Good evening! I hope this finds you safe and well. I took a week off posting because – as a wise poetry publisher once told me, “we only happen to be writers”. Sometimes, we have nothing to say, and that’s okay.
I could not write last weekend because I was mentally preparing for my final counselling accreditation exam. I passed it, so I am back to this reflective space.
This week, my identity shifted from a trainee counsellor to an accredited one; thus, I am thinking a lot about transitions. It’s hard not to think about them in autumn, of course. As soon as I left the college building with the crispy diploma in my hand, I noticed that the nearby trees were losing so many of their lovely little seeds that it felt like it was raining acorns!
I had a cold in the last two weeks, so I also had to cut down on going outside. I needed to cut myself off from the temptation of walks, runs, bike rides and gardening. I was stuck at home, paying attention to my well-being, wrapped up under a blanket. I was working and studying softly. I was disconnected from Nature intentionally.
Of course, as soon as the exam was over, I immersed myself in Nature again. Cognitively exhausted, but my body was gradually relaxing into its healthy, natural cycle of days and nights. I spent hours walking around Exeter on Thursday. Yesterday I went for a guided walk in local woodland (learned exciting facts about decolonizing health and healing properties of some local plants). Today I sat in a local park with a friend talking about the mixed race experience, politics of mental health and the polarising attempts of various parties to own words – when really, no one owns a language, we all co-create it. I soaked in enough of the autumnal sun to perk up after this week’s effort. I spotted enough crows during my travel and in the local park to feel connected to Mother Earth. I even walked with a leaf in my hair at some point – it’s also raining leaves at the moment! 🙂
(a simple example of Nature connections)
I spent six years doing training that most people complete in three years. I took my time with it as I need to have solid foundations of mental health support before I seriously venture into the digital well-being areas. The nature of counselling courses is such that we change significantly. We shed layers and layers of old habits, assumptions, and biases. We take on new perspectives, learn to shape-shift skillfully and keep our clients safe. If done well, this journey means we can support people’s healing and, often, save lives. But we also learn to take care of ourselves. We heal. We grow. We change. So, we also need to mark the transition and notice what we are leaving behind and what we are taking with us into the future.

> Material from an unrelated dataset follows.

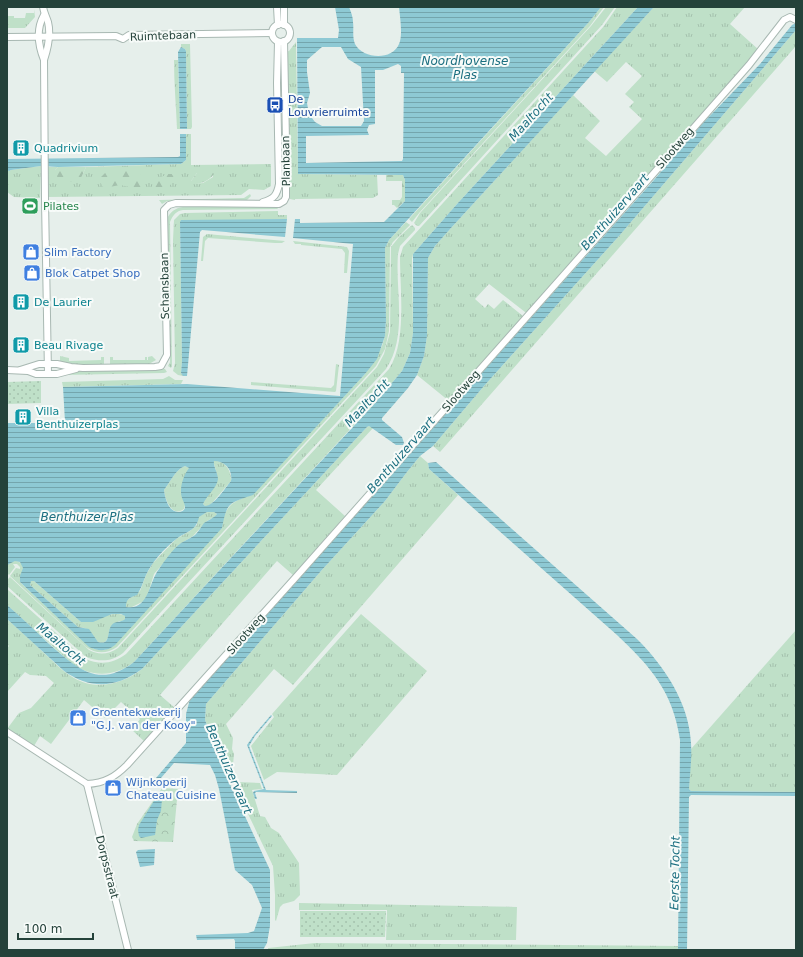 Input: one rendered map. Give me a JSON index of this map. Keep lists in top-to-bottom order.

And so I am back in Nature and online, too. I am planning a softer, slower time before opening my private counselling practice just to reflect on who I have become. Winter is perfect for this process of restoration and reflection.
One way of marking transitions is to disconnect and reconnect with something else, so today, I am offering you a Nature-based simplified reflective practice – forest bathing. Find a park or woodland where you feel safe. Find a path, a tree or a tree root which can serve as a starting point, a symbolic gate or a threshold. As you start and end your walk, practice transitioning from your daily life into the forest bathing and back to your daily life using the following questions:
Q: What am I leaving behind? What distractions do I need to switch off? What daily tasks, messages, and expectations do I have to pause for the duration of this walk? What notifications do I need to mute, and do I need my phone to be on silent for emergencies (some of us find a complete disconnect too stressful)? What do I need to notice to connect with the Nature around me? Can I see any examples of connection in the landscape around me: a tree with its own biodiversity (maybe a bird or insect, maybe moss or a fern growing on it)? Can I notice the edge of the trees and the skies? Can I see the connections between trees? Can I breathe in the air and notice the smell of the landscape, soil or path? And when I return to the threshold, how will I pause my Nature connectedness? What do I need to do to move softly back into my daily life?
(I wish you a light rest of the evening and a soft start to the week. I will be entering a new phase and softly welcoming this new part of my identity in my emerging conversations with friends this week. Have a light week ahead!)